Clyde est, ou veut être écrivain, il est à chaque instant à l’affût d’idées nouvelles, d’images incongrues, de situations bizarres à caser dans son prochain récit. Et le plus souvent, le plus invraisemblable se trouve au coin de la rue. Bonnie est fantasque à souhait, elle rêve d’un tendre dialogue sur un lit de soie avec un lapin à taille humaine, ou désire être une plume blanche qui volerait dans l’air avant d’être avalée par un saumon : une mine pour Clyde. Mais ils sont quand même deux êtres qui découvrent qu’ils s’aiment réellement dans leur vie réelle. Face à face dans un café, en tchatant ou en échangeant sur Skype, ils échangent banalités, souhaits, regrets et poésie.

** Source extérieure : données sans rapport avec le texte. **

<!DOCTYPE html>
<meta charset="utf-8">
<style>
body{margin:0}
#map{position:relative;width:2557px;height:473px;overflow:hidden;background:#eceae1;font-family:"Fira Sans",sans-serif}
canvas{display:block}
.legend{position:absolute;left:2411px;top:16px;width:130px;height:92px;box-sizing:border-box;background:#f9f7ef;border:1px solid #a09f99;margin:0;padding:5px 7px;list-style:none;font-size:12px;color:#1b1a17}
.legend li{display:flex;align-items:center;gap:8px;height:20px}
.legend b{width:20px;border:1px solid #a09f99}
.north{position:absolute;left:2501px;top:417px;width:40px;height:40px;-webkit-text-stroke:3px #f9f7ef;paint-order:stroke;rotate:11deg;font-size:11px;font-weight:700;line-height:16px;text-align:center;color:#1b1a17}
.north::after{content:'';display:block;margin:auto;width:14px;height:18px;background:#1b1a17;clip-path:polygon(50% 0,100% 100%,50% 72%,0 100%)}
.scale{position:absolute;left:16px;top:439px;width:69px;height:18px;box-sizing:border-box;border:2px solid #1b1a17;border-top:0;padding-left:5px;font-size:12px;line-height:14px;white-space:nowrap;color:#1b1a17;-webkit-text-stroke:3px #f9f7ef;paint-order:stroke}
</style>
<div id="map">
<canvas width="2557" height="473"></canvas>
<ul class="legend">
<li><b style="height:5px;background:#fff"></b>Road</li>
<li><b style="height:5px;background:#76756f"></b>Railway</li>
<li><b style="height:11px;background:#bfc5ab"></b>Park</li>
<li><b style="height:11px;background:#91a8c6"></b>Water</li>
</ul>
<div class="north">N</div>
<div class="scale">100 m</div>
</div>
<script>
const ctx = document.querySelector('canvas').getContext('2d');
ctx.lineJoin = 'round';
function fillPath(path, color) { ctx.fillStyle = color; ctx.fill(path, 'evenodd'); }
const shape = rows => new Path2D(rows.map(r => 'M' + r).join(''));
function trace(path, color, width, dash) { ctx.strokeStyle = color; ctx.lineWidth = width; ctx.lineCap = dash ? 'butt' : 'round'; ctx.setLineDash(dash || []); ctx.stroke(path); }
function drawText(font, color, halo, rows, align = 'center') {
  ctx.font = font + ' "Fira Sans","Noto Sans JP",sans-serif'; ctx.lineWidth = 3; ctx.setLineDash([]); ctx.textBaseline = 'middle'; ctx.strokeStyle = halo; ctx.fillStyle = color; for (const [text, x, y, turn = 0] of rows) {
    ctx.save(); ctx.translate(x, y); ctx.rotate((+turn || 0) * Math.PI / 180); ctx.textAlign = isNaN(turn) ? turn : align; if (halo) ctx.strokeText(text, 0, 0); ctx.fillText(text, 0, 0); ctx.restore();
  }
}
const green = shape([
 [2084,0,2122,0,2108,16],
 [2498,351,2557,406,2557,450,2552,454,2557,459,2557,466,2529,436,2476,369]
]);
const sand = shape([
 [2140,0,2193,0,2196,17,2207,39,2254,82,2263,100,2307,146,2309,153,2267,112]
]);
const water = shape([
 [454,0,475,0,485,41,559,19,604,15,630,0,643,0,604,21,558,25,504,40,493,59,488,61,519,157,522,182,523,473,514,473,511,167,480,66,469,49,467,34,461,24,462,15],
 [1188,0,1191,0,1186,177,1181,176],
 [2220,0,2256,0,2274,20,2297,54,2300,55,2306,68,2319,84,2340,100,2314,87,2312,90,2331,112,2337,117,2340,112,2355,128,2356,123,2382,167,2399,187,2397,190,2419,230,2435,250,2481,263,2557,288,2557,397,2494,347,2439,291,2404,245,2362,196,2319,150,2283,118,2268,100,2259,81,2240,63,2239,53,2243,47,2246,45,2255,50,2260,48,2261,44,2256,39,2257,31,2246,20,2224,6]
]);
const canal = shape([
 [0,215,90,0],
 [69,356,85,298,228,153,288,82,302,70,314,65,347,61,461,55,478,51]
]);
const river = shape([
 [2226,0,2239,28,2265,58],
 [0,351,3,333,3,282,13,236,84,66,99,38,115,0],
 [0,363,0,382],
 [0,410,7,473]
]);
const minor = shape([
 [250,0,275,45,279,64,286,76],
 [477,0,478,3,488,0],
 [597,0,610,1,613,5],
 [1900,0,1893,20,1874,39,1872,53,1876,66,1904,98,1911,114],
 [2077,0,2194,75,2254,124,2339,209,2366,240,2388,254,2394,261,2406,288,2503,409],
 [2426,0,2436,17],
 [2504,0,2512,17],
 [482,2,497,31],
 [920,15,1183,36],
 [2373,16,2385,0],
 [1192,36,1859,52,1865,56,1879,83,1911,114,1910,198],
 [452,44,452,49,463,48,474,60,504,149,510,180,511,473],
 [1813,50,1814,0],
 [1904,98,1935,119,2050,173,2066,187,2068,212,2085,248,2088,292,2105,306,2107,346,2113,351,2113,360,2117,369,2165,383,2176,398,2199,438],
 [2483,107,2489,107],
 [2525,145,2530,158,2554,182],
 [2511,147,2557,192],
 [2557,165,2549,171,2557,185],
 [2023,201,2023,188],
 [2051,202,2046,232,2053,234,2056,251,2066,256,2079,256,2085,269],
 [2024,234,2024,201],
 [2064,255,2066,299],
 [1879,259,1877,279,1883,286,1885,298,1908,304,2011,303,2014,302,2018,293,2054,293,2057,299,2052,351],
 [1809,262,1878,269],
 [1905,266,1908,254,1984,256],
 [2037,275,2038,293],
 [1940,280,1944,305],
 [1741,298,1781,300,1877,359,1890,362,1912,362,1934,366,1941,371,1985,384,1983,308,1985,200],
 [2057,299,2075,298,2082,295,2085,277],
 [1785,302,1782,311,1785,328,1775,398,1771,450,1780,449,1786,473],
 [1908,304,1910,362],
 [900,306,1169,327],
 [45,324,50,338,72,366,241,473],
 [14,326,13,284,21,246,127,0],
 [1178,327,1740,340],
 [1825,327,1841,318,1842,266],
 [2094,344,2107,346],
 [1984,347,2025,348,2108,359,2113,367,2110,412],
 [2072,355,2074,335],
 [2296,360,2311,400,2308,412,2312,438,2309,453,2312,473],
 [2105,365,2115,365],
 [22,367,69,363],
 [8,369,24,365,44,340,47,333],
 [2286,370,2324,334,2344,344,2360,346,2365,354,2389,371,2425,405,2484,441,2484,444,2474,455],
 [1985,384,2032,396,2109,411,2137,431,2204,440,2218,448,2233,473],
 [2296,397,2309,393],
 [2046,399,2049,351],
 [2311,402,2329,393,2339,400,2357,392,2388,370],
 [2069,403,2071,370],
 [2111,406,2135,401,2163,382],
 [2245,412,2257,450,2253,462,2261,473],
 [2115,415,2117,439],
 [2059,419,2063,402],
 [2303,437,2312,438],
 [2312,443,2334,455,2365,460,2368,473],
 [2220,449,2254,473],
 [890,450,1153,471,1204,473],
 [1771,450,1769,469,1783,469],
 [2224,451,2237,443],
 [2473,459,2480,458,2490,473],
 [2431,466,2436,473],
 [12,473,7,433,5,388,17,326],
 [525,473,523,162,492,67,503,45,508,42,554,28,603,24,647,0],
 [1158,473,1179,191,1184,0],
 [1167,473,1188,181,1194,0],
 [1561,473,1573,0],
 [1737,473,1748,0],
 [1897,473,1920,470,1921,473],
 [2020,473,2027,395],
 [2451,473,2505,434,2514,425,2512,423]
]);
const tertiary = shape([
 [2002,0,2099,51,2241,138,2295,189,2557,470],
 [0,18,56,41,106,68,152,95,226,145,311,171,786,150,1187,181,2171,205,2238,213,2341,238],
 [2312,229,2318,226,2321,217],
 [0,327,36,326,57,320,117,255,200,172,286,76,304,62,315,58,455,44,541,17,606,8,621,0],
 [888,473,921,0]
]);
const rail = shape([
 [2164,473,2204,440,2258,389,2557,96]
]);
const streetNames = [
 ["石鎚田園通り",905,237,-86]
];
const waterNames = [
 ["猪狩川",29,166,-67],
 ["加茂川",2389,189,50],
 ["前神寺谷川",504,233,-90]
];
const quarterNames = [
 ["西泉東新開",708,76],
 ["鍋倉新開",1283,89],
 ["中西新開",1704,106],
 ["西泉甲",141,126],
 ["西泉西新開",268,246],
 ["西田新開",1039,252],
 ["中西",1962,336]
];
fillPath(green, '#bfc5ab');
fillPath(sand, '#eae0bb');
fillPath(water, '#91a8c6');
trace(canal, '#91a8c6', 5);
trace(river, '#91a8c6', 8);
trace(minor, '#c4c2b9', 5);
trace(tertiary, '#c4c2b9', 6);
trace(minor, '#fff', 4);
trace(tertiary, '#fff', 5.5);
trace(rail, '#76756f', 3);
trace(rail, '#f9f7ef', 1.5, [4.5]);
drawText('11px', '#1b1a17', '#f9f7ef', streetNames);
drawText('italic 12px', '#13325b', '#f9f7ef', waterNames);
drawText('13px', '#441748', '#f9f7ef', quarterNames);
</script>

On baigne dans une atmosphère étrange, planante, un détournement plein de charme du roman noir, mais un détournement vers quoi ? Vers un roman noir et rose, subtilement angoissant parfois dans lequel un désespoir rampant est masqué par des envolées poétiques ou surréalistes. On regrette parfois de manquer de notions psychanalytiques, et puis tout de suite après on se dit que non, qu’il vaut mieux oublier toute explication éventuelle, et visualiser par exemple les belles images dites par Bonnie et en profiter plutôt que d’analyser. On est dans un roman où le lecteur subit délicieusement la volonté légère et prenante du mystérieux auteur.

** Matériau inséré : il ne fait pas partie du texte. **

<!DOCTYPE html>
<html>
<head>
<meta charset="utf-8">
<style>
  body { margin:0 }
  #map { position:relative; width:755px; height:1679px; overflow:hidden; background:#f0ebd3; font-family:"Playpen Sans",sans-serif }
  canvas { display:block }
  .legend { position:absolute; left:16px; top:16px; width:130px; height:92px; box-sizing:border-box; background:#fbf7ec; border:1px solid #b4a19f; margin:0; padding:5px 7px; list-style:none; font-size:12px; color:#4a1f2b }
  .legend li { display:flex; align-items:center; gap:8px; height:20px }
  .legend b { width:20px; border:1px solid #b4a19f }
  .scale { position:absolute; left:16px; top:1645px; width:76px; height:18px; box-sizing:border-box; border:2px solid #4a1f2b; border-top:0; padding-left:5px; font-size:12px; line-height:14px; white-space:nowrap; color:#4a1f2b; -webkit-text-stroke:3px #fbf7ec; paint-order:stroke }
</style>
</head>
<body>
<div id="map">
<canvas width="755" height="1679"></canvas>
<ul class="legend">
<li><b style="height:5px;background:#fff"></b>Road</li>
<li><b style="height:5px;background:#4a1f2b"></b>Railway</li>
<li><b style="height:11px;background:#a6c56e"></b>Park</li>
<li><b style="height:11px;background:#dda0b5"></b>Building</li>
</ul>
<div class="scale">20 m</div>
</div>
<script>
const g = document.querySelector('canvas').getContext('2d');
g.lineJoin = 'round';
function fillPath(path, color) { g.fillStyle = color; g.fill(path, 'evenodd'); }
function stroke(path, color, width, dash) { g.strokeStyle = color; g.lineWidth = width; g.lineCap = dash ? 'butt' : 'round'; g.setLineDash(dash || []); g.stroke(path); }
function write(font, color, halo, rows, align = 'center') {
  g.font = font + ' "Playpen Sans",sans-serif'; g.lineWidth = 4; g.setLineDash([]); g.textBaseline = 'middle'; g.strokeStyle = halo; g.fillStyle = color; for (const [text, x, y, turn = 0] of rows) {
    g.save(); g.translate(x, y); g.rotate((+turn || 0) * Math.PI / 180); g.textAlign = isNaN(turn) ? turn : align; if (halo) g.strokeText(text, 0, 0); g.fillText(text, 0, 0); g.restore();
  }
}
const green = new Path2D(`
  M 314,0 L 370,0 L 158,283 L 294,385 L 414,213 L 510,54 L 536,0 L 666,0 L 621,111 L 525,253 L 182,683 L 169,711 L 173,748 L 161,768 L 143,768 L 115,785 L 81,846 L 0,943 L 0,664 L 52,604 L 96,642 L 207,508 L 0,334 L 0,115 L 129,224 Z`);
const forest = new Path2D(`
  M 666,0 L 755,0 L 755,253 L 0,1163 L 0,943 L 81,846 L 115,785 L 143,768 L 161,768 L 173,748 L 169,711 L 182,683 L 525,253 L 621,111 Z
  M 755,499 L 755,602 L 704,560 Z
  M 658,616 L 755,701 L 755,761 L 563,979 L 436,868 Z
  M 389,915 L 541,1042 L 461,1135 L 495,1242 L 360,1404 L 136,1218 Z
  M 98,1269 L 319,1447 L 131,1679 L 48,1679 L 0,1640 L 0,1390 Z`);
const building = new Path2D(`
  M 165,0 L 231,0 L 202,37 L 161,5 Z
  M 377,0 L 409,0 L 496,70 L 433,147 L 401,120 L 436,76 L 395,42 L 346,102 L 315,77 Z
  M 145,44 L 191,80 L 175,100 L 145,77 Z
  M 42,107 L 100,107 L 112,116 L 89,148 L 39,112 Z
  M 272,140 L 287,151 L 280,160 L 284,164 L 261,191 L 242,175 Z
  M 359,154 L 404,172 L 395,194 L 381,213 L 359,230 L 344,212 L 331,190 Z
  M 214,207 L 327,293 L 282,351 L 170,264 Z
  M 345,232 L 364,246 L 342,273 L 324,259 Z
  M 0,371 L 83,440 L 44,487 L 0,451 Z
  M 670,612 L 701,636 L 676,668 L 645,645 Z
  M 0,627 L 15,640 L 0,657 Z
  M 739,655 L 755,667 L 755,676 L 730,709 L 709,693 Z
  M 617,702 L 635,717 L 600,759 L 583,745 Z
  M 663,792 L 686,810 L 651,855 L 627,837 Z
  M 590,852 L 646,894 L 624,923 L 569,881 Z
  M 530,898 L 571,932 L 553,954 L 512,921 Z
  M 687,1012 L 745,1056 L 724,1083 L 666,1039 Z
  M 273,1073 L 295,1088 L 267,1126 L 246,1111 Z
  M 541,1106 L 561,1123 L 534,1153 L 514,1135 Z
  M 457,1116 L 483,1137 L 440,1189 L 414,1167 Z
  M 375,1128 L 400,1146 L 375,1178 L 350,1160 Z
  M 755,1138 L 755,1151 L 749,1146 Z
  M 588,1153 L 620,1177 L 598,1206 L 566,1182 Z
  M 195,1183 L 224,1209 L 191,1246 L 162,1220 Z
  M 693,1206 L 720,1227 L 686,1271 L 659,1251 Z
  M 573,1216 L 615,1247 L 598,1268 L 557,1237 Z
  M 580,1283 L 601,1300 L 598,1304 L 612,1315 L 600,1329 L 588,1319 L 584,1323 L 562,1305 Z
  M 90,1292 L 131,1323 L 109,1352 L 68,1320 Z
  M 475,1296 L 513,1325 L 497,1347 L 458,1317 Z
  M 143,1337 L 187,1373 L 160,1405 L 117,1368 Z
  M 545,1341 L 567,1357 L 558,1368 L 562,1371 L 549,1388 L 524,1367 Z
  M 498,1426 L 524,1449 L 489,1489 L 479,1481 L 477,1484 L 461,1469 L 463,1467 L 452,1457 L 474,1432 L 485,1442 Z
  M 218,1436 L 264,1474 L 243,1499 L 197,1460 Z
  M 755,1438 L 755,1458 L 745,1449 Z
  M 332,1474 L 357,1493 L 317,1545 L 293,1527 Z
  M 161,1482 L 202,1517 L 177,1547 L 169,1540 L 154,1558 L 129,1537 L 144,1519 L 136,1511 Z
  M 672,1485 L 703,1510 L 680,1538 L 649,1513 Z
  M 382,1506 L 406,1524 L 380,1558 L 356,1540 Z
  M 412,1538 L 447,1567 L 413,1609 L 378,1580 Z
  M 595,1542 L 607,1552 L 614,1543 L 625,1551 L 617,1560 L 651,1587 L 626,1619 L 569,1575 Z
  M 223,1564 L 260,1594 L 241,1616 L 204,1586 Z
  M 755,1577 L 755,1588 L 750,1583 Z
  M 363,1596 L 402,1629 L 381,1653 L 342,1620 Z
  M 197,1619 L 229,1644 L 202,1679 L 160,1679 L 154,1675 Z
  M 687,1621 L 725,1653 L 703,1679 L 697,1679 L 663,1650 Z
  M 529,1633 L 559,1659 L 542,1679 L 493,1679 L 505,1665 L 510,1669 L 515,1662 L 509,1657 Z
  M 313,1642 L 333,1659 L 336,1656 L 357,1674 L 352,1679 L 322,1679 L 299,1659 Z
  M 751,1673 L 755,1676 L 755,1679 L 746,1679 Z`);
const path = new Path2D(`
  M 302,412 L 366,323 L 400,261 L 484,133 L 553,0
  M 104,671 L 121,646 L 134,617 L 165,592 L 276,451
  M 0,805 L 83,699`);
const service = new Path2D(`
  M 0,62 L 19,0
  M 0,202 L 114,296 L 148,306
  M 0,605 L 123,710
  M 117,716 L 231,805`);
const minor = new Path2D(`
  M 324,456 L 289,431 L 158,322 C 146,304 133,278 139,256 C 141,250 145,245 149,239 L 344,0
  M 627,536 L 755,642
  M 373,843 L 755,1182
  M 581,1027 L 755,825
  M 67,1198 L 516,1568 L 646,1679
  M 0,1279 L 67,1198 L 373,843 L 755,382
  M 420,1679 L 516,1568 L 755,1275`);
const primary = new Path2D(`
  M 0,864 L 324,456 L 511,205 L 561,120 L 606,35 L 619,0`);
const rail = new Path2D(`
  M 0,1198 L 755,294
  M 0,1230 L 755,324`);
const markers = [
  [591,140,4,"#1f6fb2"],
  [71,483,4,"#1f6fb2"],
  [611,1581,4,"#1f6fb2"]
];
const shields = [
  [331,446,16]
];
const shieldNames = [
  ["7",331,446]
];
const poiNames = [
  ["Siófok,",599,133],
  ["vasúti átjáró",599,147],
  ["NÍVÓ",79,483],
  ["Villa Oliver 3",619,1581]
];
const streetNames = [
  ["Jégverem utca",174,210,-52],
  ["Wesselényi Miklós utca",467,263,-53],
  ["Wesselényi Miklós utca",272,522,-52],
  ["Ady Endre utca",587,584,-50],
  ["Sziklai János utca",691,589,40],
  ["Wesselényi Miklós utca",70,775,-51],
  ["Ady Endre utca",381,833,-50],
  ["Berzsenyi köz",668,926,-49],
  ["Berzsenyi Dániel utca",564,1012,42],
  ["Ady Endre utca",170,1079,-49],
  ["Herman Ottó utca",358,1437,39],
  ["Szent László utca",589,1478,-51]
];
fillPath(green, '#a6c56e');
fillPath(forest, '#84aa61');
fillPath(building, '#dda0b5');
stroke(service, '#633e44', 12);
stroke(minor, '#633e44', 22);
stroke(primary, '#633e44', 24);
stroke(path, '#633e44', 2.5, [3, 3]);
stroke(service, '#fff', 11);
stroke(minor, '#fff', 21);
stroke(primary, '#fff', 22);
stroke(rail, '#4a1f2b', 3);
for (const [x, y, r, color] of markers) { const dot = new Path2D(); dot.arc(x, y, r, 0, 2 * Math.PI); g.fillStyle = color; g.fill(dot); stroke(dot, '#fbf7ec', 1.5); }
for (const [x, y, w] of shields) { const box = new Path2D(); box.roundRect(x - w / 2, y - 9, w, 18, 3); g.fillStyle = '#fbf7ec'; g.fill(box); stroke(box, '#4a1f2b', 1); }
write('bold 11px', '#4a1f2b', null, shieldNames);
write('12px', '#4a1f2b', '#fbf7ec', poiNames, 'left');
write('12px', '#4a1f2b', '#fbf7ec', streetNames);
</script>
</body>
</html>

J’ignore si on peut qualifier Te quiero de roman expérimental, laissons le débat aux spécialistes, il ne fait aucun doute que, s’il en a plusieurs caractéristiques (la nouveauté de la tonalité générale), on peut aussi le rapprocher de ce qui pourrait bien être certaines de ses racines, comme le roman nord-américain proche de William Burrought ou le Contretemps de Charlie Smith pour sa noirceur feutrée, comme plusieurs œuvres de Georges Perec, pour la neutralité blanche du constat, ou encore comme les situations flippantes des films de Jacques Rivette, Le Pont du Nord  ou Céline et Julie vont en bateau. “Le sérieux a mauvaise presse”, dit un personnage secondaire. Que c’est vrai dans Te quiero, dont la fin nous invite à poursuivre la rêverie, notre rêverie.

Christian ROINAT

Te quiero de J.P. Zooey, traduit de l’espagnol (Argentine) par Margot Nguyen Béraud, éd. Asphalte, 144 p., 15 €. SITE.
J.P. Zooey en espagnol : Te quiero, éd. Paprika, Buenos Aires / Los electrocutados, éd. Alpha Decay, Barcelone. SITE.